The emphasis was on control when keyboardist Lado Clem and bassist Matt took the stage and laid down a techno groove that slowly built, approaching aural chaos and then stepping back into a controlled groove. Joined by guitarist /vocalist Nassim and front woman/vocalist Sistah-K (Karine), Watcha Clan hit its stride, playing a ninety-minute set that blended North African, Balkan and Jewish (Ashkenazi, Sephardic and Mizrahi) music with club beats and electronic manipulations. There was more Jewish material than in a typical Watcha Clan show but North African Muslim songs were also prominently featured. The brotherhood of Jewish and Muslim cultures is one of the messages of the band. It’s explicit in the music and implicit when the two vocalists, Muslim Nassim and Jewish Karine sing together. Asserting the links between Muslim and Jewish culture was part of the appeal of the band to festival director Ellie Shapiro: “the most natural thing in the world, what Jewish values are all about.” She said it also expressed the mission of the Jewish Music Festival to explore “what it means to be Jewish in a multicultural world.”

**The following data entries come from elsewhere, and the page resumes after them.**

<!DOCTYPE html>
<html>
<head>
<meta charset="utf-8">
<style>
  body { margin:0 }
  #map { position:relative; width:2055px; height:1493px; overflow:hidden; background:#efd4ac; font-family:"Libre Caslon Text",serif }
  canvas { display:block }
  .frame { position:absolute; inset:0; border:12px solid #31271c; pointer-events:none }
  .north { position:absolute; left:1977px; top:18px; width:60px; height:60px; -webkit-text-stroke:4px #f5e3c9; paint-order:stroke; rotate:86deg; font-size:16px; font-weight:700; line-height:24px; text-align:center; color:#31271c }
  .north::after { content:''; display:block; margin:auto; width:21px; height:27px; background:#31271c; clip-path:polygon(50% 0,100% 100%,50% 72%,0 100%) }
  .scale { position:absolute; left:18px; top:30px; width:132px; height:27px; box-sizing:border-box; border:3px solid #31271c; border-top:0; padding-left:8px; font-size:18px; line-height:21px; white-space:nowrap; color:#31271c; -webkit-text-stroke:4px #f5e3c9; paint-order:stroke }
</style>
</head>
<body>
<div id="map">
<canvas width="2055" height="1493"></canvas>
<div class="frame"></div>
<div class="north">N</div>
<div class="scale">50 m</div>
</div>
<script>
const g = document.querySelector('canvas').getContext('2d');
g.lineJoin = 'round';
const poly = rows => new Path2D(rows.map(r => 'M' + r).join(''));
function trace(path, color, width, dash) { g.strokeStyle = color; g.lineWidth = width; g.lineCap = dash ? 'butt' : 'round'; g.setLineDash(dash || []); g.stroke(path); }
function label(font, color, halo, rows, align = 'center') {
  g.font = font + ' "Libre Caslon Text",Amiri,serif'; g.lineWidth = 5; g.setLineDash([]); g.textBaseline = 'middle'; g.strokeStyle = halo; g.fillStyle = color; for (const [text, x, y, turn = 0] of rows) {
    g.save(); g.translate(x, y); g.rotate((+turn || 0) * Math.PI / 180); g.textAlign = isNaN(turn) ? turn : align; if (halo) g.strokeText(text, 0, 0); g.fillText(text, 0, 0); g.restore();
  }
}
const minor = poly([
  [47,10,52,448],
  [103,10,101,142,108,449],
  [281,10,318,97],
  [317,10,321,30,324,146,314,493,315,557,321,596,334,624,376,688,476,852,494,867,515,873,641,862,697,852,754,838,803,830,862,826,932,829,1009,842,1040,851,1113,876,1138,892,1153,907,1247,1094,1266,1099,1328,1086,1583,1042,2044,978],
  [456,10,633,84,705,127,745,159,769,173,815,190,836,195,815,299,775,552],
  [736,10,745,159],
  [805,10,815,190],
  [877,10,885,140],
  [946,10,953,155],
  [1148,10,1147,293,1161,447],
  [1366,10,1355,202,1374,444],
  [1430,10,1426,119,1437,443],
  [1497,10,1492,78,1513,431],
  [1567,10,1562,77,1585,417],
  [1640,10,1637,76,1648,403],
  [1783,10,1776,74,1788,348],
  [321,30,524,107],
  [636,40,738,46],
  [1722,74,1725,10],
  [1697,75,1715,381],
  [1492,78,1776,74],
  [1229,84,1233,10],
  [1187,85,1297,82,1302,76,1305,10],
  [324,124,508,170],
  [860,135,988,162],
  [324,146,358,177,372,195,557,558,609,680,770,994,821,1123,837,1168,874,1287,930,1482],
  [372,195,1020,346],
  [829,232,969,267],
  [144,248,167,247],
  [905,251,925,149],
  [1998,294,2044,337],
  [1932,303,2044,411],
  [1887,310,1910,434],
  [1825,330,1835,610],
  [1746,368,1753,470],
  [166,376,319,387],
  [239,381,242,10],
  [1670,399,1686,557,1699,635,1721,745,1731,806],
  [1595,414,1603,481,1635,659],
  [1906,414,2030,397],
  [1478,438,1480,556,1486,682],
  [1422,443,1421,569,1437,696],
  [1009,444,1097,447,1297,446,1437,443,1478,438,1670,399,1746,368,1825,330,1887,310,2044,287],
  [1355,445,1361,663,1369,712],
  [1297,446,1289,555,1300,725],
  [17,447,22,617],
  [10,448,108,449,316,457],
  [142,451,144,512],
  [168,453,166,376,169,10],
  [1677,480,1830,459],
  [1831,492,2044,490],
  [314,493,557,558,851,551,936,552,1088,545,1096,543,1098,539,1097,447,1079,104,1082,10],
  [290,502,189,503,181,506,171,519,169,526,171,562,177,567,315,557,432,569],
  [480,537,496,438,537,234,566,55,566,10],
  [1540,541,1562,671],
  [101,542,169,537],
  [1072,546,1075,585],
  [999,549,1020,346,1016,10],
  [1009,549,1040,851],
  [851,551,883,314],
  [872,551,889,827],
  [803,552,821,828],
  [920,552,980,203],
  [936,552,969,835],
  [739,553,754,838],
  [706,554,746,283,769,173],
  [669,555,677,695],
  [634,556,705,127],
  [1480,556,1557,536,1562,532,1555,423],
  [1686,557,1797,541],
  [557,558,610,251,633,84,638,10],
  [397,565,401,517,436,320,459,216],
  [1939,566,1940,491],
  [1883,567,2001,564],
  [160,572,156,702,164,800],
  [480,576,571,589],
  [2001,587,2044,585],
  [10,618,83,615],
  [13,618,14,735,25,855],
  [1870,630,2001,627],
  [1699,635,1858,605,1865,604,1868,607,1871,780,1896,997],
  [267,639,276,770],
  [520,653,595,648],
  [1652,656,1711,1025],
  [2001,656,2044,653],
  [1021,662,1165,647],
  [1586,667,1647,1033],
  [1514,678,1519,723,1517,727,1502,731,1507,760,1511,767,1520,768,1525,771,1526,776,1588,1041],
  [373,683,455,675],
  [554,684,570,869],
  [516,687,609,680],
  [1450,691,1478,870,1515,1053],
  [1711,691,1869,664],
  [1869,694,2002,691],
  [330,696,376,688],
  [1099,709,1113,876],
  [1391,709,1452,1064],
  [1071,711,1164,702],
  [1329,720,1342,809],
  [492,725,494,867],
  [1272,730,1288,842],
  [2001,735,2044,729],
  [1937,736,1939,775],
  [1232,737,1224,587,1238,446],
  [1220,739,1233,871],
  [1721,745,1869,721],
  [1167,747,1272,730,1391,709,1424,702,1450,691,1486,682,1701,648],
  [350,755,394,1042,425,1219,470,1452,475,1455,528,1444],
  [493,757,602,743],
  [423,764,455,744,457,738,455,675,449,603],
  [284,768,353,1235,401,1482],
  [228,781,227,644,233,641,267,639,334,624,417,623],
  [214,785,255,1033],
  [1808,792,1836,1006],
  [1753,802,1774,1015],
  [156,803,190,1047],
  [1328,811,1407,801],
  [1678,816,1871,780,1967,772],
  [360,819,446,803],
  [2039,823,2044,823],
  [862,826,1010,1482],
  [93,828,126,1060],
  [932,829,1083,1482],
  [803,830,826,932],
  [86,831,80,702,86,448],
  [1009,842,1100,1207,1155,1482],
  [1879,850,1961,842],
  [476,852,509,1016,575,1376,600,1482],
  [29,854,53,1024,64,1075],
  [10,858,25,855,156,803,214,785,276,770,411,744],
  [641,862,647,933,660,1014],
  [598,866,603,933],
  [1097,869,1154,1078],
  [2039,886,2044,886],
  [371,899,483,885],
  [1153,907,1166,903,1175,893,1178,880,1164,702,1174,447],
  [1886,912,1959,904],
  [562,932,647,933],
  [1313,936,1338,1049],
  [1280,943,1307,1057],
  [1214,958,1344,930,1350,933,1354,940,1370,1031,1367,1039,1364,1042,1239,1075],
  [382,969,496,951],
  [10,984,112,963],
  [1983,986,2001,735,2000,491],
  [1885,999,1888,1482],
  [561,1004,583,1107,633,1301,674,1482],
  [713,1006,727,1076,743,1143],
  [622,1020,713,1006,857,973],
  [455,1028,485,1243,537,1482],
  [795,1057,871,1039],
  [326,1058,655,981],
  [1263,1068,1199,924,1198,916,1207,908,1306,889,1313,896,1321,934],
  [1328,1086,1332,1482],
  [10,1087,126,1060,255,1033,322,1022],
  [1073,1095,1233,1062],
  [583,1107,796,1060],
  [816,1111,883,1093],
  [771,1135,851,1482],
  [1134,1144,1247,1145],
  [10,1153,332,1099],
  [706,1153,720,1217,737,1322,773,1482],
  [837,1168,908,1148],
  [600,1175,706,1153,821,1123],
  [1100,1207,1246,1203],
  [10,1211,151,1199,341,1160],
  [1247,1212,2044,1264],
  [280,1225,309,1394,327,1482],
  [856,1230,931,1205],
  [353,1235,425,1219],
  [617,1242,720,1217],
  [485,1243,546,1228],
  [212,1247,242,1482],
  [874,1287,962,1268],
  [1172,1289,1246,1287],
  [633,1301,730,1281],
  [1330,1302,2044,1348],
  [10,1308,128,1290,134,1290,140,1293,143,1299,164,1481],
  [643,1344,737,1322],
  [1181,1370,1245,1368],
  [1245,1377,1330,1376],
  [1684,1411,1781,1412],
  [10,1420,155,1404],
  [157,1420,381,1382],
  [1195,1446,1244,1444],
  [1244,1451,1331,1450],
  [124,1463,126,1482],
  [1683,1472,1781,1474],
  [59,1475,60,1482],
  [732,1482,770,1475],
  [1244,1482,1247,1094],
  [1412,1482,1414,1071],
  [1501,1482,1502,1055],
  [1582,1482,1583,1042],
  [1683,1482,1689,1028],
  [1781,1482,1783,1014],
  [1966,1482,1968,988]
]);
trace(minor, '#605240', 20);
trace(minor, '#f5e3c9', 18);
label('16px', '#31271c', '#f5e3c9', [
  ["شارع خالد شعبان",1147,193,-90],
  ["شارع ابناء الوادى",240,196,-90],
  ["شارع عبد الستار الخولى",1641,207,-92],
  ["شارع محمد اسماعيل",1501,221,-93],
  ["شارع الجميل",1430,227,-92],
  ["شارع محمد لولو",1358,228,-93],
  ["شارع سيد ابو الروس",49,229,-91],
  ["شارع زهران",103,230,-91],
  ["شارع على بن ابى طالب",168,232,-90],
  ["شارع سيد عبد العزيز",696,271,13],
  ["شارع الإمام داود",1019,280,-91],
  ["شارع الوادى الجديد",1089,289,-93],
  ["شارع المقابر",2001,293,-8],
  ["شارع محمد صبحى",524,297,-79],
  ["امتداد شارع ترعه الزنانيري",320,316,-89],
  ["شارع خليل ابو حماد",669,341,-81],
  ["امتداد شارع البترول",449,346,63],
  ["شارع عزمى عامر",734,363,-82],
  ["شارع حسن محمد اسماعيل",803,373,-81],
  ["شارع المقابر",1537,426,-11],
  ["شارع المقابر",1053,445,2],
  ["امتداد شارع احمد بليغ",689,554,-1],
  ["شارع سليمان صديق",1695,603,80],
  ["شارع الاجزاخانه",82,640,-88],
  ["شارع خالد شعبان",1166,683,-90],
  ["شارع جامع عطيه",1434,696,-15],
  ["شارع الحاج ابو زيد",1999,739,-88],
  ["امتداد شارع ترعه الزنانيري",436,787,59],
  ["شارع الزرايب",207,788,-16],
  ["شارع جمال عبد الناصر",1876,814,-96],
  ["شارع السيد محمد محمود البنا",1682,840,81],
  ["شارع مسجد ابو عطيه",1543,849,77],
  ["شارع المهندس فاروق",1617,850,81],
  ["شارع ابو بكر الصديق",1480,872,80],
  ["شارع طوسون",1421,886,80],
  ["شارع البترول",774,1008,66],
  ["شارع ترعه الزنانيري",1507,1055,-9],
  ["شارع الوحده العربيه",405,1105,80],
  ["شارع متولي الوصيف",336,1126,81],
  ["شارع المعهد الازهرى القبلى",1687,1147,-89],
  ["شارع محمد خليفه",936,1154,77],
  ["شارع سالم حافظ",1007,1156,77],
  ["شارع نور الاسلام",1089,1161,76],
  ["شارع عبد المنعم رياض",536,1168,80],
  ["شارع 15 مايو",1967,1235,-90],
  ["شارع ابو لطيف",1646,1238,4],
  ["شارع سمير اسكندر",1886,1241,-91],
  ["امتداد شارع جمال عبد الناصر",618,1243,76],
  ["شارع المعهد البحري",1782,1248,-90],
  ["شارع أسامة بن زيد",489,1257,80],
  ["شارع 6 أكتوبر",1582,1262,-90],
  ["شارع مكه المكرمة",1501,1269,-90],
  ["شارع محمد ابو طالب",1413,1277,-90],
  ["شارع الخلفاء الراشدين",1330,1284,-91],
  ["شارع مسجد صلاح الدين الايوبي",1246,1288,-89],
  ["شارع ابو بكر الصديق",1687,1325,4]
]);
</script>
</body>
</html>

Clement told me beforehand that the audience would recognize new versions of the well-known Jewish songs they were going to play. The exception was a lovely Yiddish song that they performed with minimal Watcha manipulations. For some members of the audience, it was the moment when they began to nod and clap along. When Shapiro had seen them at the Lotus World Music & Arts Festival in Indiana in 2009, her moment had been when they performed the Hebrew song “E li E Li.” Shapiro made an immediate gut decision to book them and Watcha Clan enthusiastically signed on – no Jewish organization in France had ever asked them to perform and they hope this will open the door. By the end of the set, a healthy portion of the audience was up and dancing. The band killed.
A few days before the show, Clement and I talked about the change in the approach Watcha Clan was taking to creating musical fusion on their new album (for release in early 2011). The album will include more North African, Balkan and Jewish songs, including a Yemeni song played in a Balkan way. Clement said it’s in the same format – “traditional plus electric but deeper.” This time, they are spending less time working on the arrangements and putting more attention to finding the emotion. For each song, they start by recording two or three simple vocal tracks by Karine or Nassim. Then when they have a good vocal take, they build a mix around it. The approach seems to be paying early dividends. On Sunday night, the arrangements of the songs from Diaspora Hi-Fi were more dynamic and felt both more immediate and filled out. They bore little resemblance to the watered-down versions I’d bemoaned last time I’d seen them. Last time, I saw Watcha Clan, I left eagerly awaiting their new album but unsure if I’d see them again live. This time, I’m eagerly awaiting the new album and looking forward to seeing them again when they return for a North American tour next year. And, remember, never judge a band by a single performance.